**PROVIDED ENTRIES:**
^^^^
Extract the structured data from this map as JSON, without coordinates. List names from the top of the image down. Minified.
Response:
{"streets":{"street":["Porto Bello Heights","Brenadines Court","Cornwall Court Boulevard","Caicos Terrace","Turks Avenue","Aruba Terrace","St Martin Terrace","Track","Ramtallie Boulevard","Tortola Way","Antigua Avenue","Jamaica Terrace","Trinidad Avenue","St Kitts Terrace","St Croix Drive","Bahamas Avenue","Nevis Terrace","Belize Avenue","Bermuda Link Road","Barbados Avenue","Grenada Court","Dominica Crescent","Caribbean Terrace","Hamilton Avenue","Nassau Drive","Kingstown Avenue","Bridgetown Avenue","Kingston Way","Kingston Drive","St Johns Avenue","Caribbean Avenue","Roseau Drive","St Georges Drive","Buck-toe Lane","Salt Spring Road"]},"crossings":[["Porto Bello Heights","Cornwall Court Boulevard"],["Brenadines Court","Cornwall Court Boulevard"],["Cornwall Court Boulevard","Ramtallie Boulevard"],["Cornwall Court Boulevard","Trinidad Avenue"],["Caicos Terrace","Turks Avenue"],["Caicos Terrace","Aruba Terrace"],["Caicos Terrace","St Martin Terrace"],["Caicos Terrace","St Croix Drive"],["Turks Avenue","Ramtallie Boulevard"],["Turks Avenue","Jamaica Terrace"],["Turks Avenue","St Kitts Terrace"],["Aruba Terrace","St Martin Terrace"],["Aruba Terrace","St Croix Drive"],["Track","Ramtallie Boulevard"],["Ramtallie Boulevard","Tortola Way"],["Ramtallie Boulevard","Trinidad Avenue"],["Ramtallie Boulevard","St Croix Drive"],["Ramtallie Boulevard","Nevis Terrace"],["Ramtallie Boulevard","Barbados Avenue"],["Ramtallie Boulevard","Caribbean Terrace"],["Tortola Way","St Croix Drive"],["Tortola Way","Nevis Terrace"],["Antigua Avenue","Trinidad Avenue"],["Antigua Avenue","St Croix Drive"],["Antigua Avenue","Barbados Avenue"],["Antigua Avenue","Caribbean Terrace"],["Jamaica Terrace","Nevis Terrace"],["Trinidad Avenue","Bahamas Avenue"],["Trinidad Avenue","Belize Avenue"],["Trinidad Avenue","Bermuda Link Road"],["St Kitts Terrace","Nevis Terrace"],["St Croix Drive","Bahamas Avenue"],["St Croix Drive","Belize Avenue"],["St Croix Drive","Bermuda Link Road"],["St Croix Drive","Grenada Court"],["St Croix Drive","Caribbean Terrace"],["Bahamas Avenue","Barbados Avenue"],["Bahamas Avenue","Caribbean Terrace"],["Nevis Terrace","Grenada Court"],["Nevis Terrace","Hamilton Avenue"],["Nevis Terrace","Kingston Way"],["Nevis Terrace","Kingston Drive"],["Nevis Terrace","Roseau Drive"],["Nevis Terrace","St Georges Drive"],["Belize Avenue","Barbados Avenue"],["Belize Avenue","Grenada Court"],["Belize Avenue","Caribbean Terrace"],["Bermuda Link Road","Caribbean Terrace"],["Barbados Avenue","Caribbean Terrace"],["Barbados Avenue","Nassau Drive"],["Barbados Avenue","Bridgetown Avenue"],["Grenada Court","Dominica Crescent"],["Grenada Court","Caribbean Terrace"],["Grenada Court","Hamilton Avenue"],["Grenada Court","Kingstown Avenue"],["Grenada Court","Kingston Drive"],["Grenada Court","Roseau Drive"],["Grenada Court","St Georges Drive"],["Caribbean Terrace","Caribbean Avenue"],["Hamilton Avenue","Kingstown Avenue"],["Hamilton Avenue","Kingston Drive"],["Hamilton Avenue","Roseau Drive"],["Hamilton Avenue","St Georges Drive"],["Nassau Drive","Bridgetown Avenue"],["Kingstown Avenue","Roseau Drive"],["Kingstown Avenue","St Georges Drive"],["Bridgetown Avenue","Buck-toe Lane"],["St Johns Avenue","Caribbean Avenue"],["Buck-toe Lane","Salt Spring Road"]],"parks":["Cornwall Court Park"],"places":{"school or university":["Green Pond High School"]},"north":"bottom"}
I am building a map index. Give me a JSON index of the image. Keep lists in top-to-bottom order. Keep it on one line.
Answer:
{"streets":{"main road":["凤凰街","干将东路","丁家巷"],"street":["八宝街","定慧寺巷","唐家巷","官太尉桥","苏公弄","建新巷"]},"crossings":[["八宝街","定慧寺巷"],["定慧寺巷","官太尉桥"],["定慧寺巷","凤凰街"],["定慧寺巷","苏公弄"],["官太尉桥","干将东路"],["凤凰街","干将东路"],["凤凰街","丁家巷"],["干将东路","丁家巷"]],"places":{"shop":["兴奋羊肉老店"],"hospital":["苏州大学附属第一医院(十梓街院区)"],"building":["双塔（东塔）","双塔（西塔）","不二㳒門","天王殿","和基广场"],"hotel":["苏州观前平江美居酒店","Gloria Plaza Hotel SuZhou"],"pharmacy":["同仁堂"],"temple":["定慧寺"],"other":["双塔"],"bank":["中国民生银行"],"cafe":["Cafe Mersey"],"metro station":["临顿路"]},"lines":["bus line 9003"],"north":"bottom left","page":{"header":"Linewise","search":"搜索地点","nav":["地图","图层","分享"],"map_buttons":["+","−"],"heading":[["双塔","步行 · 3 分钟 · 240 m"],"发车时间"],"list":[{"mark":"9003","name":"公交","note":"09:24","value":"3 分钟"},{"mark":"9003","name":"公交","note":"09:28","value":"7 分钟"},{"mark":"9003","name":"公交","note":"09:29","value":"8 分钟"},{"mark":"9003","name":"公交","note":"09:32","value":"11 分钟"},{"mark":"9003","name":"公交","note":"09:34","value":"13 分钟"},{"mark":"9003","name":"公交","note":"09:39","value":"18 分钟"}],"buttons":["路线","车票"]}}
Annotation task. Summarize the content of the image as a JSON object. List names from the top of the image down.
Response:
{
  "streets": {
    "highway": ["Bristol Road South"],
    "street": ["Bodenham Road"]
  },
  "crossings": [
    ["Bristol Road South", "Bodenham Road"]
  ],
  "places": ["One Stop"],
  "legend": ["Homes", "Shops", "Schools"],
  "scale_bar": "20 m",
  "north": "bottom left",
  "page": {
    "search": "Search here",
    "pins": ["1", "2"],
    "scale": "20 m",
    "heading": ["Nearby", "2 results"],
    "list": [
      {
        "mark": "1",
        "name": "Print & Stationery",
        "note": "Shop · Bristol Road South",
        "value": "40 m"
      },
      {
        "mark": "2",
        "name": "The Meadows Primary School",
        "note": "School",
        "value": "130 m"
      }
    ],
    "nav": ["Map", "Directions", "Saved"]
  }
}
^^^^
**AIM OF THE EXERCISE:**
Repeat the material above in full. Match it exactly.

**ANSWER TO THIS TASK:**
Extract the structured data from this map as JSON, without coordinates. List names from the top of the image down. Minified.
Response:
{"streets":{"street":["Porto Bello Heights","Brenadines Court","Cornwall Court Boulevard","Caicos Terrace","Turks Avenue","Aruba Terrace","St Martin Terrace","Track","Ramtallie Boulevard","Tortola Way","Antigua Avenue","Jamaica Terrace","Trinidad Avenue","St Kitts Terrace","St Croix Drive","Bahamas Avenue","Nevis Terrace","Belize Avenue","Bermuda Link Road","Barbados Avenue","Grenada Court","Dominica Crescent","Caribbean Terrace","Hamilton Avenue","Nassau Drive","Kingstown Avenue","Bridgetown Avenue","Kingston Way","Kingston Drive","St Johns Avenue","Caribbean Avenue","Roseau Drive","St Georges Drive","Buck-toe Lane","Salt Spring Road"]},"crossings":[["Porto Bello Heights","Cornwall Court Boulevard"],["Brenadines Court","Cornwall Court Boulevard"],["Cornwall Court Boulevard","Ramtallie Boulevard"],["Cornwall Court Boulevard","Trinidad Avenue"],["Caicos Terrace","Turks Avenue"],["Caicos Terrace","Aruba Terrace"],["Caicos Terrace","St Martin Terrace"],["Caicos Terrace","St Croix Drive"],["Turks Avenue","Ramtallie Boulevard"],["Turks Avenue","Jamaica Terrace"],["Turks Avenue","St Kitts Terrace"],["Aruba Terrace","St Martin Terrace"],["Aruba Terrace","St Croix Drive"],["Track","Ramtallie Boulevard"],["Ramtallie Boulevard","Tortola Way"],["Ramtallie Boulevard","Trinidad Avenue"],["Ramtallie Boulevard","St Croix Drive"],["Ramtallie Boulevard","Nevis Terrace"],["Ramtallie Boulevard","Barbados Avenue"],["Ramtallie Boulevard","Caribbean Terrace"],["Tortola Way","St Croix Drive"],["Tortola Way","Nevis Terrace"],["Antigua Avenue","Trinidad Avenue"],["Antigua Avenue","St Croix Drive"],["Antigua Avenue","Barbados Avenue"],["Antigua Avenue","Caribbean Terrace"],["Jamaica Terrace","Nevis Terrace"],["Trinidad Avenue","Bahamas Avenue"],["Trinidad Avenue","Belize Avenue"],["Trinidad Avenue","Bermuda Link Road"],["St Kitts Terrace","Nevis Terrace"],["St Croix Drive","Bahamas Avenue"],["St Croix Drive","Belize Avenue"],["St Croix Drive","Bermuda Link Road"],["St Croix Drive","Grenada Court"],["St Croix Drive","Caribbean Terrace"],["Bahamas Avenue","Barbados Avenue"],["Bahamas Avenue","Caribbean Terrace"],["Nevis Terrace","Grenada Court"],["Nevis Terrace","Hamilton Avenue"],["Nevis Terrace","Kingston Way"],["Nevis Terrace","Kingston Drive"],["Nevis Terrace","Roseau Drive"],["Nevis Terrace","St Georges Drive"],["Belize Avenue","Barbados Avenue"],["Belize Avenue","Grenada Court"],["Belize Avenue","Caribbean Terrace"],["Bermuda Link Road","Caribbean Terrace"],["Barbados Avenue","Caribbean Terrace"],["Barbados Avenue","Nassau Drive"],["Barbados Avenue","Bridgetown Avenue"],["Grenada Court","Dominica Crescent"],["Grenada Court","Caribbean Terrace"],["Grenada Court","Hamilton Avenue"],["Grenada Court","Kingstown Avenue"],["Grenada Court","Kingston Drive"],["Grenada Court","Roseau Drive"],["Grenada Court","St Georges Drive"],["Caribbean Terrace","Caribbean Avenue"],["Hamilton Avenue","Kingstown Avenue"],["Hamilton Avenue","Kingston Drive"],["Hamilton Avenue","Roseau Drive"],["Hamilton Avenue","St Georges Drive"],["Nassau Drive","Bridgetown Avenue"],["Kingstown Avenue","Roseau Drive"],["Kingstown Avenue","St Georges Drive"],["Bridgetown Avenue","Buck-toe Lane"],["St Johns Avenue","Caribbean Avenue"],["Buck-toe Lane","Salt Spring Road"]],"parks":["Cornwall Court Park"],"places":{"school or university":["Green Pond High School"]},"north":"bottom"}
I am building a map index. Give me a JSON index of the image. Keep lists in top-to-bottom order. Keep it on one line.
Answer:
{"streets":{"main road":["凤凰街","干将东路","丁家巷"],"street":["八宝街","定慧寺巷","唐家巷","官太尉桥","苏公弄","建新巷"]},"crossings":[["八宝街","定慧寺巷"],["定慧寺巷","官太尉桥"],["定慧寺巷","凤凰街"],["定慧寺巷","苏公弄"],["官太尉桥","干将东路"],["凤凰街","干将东路"],["凤凰街","丁家巷"],["干将东路","丁家巷"]],"places":{"shop":["兴奋羊肉老店"],"hospital":["苏州大学附属第一医院(十梓街院区)"],"building":["双塔（东塔）","双塔（西塔）","不二㳒門","天王殿","和基广场"],"hotel":["苏州观前平江美居酒店","Gloria Plaza Hotel SuZhou"],"pharmacy":["同仁堂"],"temple":["定慧寺"],"other":["双塔"],"bank":["中国民生银行"],"cafe":["Cafe Mersey"],"metro station":["临顿路"]},"lines":["bus line 9003"],"north":"bottom left","page":{"header":"Linewise","search":"搜索地点","nav":["地图","图层","分享"],"map_buttons":["+","−"],"heading":[["双塔","步行 · 3 分钟 · 240 m"],"发车时间"],"list":[{"mark":"9003","name":"公交","note":"09:24","value":"3 分钟"},{"mark":"9003","name":"公交","note":"09:28","value":"7 分钟"},{"mark":"9003","name":"公交","note":"09:29","value":"8 分钟"},{"mark":"9003","name":"公交","note":"09:32","value":"11 分钟"},{"mark":"9003","name":"公交","note":"09:34","value":"13 分钟"},{"mark":"9003","name":"公交","note":"09:39","value":"18 分钟"}],"buttons":["路线","车票"]}}
Annotation task. Summarize the content of the image as a JSON object. List names from the top of the image down.
Response:
{
  "streets": {
    "highway": ["Bristol Road South"],
    "street": ["Bodenham Road"]
  },
  "crossings": [
    ["Bristol Road South", "Bodenham Road"]
  ],
  "places": ["One Stop"],
  "legend": ["Homes", "Shops", "Schools"],
  "scale_bar": "20 m",
  "north": "bottom left",
  "page": {
    "search": "Search here",
    "pins": ["1", "2"],
    "scale": "20 m",
    "heading": ["Nearby", "2 results"],
    "list": [
      {
        "mark": "1",
        "name": "Print & Stationery",
        "note": "Shop · Bristol Road South",
        "value": "40 m"
      },
      {
        "mark": "2",
        "name": "The Meadows Primary School",
        "note": "School",
        "value": "130 m"
      }
    ],
    "nav": ["Map", "Directions", "Saved"]
  }
}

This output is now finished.